**Input:**
=== Section Start ===

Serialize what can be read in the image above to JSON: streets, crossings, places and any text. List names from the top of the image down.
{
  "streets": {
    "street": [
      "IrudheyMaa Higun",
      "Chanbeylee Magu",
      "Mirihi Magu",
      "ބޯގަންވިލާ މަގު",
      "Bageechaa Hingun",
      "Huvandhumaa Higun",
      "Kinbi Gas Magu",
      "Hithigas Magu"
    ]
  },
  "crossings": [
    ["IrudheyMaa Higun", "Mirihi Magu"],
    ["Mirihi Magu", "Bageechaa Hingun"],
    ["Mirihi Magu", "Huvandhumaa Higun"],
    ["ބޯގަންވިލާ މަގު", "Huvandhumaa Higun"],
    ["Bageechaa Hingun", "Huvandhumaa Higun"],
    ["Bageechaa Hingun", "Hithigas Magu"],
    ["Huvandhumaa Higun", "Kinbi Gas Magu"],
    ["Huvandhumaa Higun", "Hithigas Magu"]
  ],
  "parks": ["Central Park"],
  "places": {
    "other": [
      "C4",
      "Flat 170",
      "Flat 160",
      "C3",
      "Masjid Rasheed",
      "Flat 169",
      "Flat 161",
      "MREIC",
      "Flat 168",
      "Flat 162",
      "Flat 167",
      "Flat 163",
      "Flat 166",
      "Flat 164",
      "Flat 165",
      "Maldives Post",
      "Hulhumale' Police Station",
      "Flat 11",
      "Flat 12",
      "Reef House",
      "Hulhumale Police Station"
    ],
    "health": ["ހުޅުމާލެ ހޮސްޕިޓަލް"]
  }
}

=== Section End ===

**Requirement:** All records should be written out again exactly as given.

**Answer section:**
Serialize what can be read in the image above to JSON: streets, crossings, places and any text. List names from the top of the image down.
{
  "streets": {
    "street": [
      "IrudheyMaa Higun",
      "Chanbeylee Magu",
      "Mirihi Magu",
      "ބޯގަންވިލާ މަގު",
      "Bageechaa Hingun",
      "Huvandhumaa Higun",
      "Kinbi Gas Magu",
      "Hithigas Magu"
    ]
  },
  "crossings": [
    ["IrudheyMaa Higun", "Mirihi Magu"],
    ["Mirihi Magu", "Bageechaa Hingun"],
    ["Mirihi Magu", "Huvandhumaa Higun"],
    ["ބޯގަންވިލާ މަގު", "Huvandhumaa Higun"],
    ["Bageechaa Hingun", "Huvandhumaa Higun"],
    ["Bageechaa Hingun", "Hithigas Magu"],
    ["Huvandhumaa Higun", "Kinbi Gas Magu"],
    ["Huvandhumaa Higun", "Hithigas Magu"]
  ],
  "parks": ["Central Park"],
  "places": {
    "other": [
      "C4",
      "Flat 170",
      "Flat 160",
      "C3",
      "Masjid Rasheed",
      "Flat 169",
      "Flat 161",
      "MREIC",
      "Flat 168",
      "Flat 162",
      "Flat 167",
      "Flat 163",
      "Flat 166",
      "Flat 164",
      "Flat 165",
      "Maldives Post",
      "Hulhumale' Police Station",
      "Flat 11",
      "Flat 12",
      "Reef House",
      "Hulhumale Police Station"
    ],
    "health": ["ހުޅުމާލެ ހޮސްޕިޓަލް"]
  }
}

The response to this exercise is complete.